Une aventure collective 
  
          La démocratie sert aujourd'hui avant tout les intérêts des collectivistes et des étatistes. Il suffit du vote d'une majorité pour que n'importe quelle atteinte aux droits individuels, n'importe qu'elle nationalisation d'un secteur économique, n'importe quel projet de réglementation ou de redistribution de la richesse, ou privilège accordé à des groupes, devienne justifié. La majorité le veut! 
  
          Toutes les formes de tyrannie deviennent ainsi légitimes, dans la mesure où les politiciens ont obtenu un « mandat démocratique » – c'est-à-dire le vote des groupes de parasites qu'ils favorisent et entretiennent – pour les mettre en vigueur.

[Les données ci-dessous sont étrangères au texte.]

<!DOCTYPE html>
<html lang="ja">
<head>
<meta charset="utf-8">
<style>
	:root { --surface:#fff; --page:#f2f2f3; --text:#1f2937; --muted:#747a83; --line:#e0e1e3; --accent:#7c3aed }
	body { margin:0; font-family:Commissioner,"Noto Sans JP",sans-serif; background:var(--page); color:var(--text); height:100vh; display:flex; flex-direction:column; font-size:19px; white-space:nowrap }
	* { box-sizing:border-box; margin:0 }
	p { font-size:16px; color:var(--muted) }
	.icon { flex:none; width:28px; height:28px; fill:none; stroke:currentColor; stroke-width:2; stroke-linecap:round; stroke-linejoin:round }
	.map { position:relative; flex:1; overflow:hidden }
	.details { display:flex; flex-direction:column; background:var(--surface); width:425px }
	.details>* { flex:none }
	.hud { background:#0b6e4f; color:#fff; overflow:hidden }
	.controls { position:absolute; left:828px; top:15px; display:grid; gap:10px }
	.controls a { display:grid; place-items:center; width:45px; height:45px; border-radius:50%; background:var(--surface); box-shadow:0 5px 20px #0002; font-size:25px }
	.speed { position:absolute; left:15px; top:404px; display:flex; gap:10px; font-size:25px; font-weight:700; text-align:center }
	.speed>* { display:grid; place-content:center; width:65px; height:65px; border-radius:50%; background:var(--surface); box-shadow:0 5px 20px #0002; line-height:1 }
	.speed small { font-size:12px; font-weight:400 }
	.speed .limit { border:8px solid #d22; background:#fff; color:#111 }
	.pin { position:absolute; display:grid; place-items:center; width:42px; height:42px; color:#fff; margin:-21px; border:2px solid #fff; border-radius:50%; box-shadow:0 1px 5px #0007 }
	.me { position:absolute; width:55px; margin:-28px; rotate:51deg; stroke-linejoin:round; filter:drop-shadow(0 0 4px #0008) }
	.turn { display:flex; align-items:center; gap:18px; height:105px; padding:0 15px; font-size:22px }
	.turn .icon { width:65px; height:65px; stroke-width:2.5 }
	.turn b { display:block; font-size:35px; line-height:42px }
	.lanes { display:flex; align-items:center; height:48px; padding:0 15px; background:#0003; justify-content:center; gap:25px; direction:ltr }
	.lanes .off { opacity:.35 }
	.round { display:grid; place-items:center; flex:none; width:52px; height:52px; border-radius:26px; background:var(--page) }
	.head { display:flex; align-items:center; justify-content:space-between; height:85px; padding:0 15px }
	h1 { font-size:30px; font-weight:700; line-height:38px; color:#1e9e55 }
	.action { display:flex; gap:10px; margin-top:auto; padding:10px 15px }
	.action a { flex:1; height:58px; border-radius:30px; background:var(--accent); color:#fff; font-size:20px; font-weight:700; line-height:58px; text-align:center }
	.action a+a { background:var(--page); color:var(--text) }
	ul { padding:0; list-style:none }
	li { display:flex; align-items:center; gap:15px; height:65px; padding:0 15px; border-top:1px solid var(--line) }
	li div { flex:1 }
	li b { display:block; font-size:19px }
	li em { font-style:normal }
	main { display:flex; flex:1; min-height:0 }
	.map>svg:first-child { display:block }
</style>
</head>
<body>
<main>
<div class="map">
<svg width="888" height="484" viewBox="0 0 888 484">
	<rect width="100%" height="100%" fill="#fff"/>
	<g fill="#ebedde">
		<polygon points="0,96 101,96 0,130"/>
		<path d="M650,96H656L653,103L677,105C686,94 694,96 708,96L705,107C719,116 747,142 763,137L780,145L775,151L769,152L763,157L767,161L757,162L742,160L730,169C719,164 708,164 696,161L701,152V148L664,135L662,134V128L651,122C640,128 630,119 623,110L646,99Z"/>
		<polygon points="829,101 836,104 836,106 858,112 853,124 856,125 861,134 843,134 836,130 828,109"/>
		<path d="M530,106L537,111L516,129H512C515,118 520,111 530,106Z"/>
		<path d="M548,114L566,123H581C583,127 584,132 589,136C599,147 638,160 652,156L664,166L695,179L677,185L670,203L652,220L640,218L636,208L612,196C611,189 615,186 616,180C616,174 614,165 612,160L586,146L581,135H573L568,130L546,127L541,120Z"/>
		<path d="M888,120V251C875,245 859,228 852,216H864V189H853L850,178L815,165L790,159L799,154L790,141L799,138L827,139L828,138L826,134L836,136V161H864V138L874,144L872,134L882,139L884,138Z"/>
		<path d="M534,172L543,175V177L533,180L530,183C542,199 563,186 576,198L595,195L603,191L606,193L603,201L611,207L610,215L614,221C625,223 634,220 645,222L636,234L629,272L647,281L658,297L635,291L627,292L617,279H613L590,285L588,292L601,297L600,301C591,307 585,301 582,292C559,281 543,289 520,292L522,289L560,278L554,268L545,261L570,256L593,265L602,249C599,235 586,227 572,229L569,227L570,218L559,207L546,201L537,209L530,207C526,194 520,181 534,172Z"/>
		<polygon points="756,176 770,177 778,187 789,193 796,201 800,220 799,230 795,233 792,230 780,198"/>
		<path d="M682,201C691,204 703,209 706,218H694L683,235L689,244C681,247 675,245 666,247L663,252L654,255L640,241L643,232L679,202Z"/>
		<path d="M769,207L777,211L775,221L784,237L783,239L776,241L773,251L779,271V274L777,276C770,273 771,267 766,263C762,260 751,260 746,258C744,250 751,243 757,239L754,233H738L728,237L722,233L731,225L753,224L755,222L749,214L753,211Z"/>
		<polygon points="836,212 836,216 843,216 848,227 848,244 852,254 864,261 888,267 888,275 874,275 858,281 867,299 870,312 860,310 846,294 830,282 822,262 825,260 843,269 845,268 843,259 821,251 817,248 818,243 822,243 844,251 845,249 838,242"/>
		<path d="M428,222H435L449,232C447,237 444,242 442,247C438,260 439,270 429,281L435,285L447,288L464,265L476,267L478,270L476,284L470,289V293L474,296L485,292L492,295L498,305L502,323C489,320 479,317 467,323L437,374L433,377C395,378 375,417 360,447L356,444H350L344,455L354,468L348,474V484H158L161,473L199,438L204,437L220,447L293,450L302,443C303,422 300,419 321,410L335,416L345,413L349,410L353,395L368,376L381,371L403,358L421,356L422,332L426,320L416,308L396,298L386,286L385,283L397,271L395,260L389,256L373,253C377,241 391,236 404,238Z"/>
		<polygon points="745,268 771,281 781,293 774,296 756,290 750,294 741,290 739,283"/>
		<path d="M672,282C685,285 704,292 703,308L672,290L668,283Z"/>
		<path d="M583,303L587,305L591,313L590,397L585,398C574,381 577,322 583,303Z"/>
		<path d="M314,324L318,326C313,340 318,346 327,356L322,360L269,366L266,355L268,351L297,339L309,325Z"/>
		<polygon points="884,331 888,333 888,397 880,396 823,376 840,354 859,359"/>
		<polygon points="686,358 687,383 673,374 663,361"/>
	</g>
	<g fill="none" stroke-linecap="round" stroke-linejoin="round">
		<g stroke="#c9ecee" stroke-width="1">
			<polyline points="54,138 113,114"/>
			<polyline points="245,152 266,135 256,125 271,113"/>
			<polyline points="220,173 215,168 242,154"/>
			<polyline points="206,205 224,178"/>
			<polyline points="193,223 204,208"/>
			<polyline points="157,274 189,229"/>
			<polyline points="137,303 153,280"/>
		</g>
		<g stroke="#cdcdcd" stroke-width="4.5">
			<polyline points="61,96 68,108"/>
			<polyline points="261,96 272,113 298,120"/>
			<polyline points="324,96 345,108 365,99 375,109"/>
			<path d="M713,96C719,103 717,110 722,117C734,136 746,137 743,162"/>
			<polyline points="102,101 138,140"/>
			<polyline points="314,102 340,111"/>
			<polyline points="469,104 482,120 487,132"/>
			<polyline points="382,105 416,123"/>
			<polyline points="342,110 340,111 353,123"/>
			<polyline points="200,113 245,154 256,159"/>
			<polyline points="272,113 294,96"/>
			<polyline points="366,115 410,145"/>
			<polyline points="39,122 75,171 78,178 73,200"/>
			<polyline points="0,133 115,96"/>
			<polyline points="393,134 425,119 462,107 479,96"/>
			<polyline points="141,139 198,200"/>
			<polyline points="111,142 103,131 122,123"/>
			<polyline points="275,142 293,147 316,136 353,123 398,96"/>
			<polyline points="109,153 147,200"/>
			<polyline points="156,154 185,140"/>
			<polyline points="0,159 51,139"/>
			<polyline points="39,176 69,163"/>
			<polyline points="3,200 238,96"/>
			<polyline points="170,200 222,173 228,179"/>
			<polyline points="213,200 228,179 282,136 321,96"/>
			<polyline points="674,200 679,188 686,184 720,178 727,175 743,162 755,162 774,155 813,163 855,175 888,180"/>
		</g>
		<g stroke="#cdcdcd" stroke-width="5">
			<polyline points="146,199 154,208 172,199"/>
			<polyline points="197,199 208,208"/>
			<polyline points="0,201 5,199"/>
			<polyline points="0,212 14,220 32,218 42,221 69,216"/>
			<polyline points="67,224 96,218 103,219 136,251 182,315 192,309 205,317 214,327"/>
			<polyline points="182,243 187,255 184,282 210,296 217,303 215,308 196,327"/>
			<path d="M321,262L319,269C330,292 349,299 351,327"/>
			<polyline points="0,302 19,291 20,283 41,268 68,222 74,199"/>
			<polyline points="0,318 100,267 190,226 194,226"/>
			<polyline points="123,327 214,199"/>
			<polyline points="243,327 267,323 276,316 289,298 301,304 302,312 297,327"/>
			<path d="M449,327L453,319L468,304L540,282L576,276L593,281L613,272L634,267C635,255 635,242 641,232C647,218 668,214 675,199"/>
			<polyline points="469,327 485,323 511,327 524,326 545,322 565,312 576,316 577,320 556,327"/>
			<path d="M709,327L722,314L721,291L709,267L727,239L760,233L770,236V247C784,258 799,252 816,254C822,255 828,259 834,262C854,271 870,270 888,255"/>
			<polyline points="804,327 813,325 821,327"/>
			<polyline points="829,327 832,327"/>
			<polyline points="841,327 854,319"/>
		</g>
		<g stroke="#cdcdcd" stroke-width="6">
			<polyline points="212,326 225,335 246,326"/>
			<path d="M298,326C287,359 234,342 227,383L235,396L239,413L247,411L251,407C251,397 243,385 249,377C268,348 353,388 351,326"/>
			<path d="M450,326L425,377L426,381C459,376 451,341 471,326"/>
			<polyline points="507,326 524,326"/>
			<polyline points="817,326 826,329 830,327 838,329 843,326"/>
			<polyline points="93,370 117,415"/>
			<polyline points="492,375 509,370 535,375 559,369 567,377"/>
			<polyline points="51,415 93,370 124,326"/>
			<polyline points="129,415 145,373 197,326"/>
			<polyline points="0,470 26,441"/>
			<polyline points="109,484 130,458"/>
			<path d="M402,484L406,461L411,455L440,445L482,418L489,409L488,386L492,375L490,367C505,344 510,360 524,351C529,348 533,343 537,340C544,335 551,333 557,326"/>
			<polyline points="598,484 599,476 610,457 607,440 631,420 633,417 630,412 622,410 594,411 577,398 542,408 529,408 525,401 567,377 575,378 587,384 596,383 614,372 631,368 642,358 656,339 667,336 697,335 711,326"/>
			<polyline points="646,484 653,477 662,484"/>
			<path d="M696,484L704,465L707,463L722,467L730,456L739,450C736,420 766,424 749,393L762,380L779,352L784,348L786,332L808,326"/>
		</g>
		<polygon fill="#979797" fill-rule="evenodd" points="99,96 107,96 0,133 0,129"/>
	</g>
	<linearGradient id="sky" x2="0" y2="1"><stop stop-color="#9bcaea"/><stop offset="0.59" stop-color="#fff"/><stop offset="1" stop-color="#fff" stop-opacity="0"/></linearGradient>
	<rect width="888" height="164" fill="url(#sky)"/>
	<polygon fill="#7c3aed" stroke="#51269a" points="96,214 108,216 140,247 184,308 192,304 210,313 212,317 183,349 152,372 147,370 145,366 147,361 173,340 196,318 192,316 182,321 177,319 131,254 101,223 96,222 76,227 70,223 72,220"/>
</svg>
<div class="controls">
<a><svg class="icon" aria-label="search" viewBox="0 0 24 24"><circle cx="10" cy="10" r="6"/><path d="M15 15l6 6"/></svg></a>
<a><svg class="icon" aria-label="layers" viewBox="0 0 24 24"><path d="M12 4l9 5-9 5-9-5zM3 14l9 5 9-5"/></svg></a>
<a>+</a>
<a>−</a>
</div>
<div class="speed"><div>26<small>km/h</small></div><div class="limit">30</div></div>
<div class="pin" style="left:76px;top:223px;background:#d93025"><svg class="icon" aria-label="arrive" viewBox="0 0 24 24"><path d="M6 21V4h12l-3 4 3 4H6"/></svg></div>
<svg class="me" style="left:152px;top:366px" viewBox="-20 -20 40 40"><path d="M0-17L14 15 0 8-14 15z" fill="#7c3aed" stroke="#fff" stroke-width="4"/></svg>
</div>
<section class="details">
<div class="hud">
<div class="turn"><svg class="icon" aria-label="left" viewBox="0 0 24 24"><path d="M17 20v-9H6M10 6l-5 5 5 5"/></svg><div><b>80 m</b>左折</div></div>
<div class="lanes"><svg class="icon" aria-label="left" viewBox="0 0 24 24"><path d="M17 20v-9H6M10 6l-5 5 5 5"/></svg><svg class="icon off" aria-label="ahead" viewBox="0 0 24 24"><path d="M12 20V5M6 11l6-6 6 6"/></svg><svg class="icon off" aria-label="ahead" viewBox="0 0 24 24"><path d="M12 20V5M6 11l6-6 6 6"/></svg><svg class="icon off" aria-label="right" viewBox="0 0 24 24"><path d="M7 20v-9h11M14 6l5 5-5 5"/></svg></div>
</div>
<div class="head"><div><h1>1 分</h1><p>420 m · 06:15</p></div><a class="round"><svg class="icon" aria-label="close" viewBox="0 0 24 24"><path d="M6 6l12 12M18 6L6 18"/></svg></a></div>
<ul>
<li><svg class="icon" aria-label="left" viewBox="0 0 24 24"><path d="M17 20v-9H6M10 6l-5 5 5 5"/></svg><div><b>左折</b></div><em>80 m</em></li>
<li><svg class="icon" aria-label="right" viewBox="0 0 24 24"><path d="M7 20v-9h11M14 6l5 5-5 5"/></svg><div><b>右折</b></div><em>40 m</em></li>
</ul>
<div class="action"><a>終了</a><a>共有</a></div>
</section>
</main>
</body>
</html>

Mais si la majorité votait en faveur de la lapidation des femmes adultères, de l’expulsion de tous les individus de race noire, ou d’une surveillance vidéo constante et systématique, y compris dans les endroits les plus intimes, pour lutter contre la criminalité, cela serait-il pour autant acceptable? Les droits individuels ne devraient pas être soumis au vote et ne devraient pas être brimés, même par la volonté d'une majorité.  
  
          Le ministre responsable de la Réforme des institutions démocratiques, Jean-Pierre Charbonneau, exprime parfaitement bien la logique collectiviste qui sous-tend son projet sur la page d’accueil des États généraux: « L’aventure humaine, écrit-il, n’est pas une aventure solitaire. C’est une aventure collective, et la démocratie constitue une façon à la fois exigeante et valorisante de faire participer tous les membres de la collectivité au gouvernement de l’ensemble. »  
  
          Pour retrouver la liberté, c’est le contraire de chercher à améliorer le système démocratique qu’il faut faire. Il faut délégitimer ce système par lequel une élite dirigeante s'approprie légalement le contrôle de l'État et se permet de gérer notre vie dans ses moindres détails en nous soutirant la moitié de notre revenu. Ce processus visant à « réformer nos institutions démocratiques » n’est en fin de compte qu'un autre cirque de la part des politiciens et des groupes de pression étatistes qui voient bien que la légitimité de leur pouvoir est de plus en plus remise en question, et qui cherchent des moyens de le sauvegarder. Nous n’avons aucune raison d’y participer ou de nous y intéresser.  
  
          Tant mieux si la démocratie est en crise. La démocratie est un système immoral. La préoccupation principale des libertariens doit être de réduire le rôle de l'État et d’éliminer les raisons de prendre des décisions collectives, non d’aider la clique de parasites étatiques à consolider son pouvoir sous prétexte de mieux refléter la volonté collective.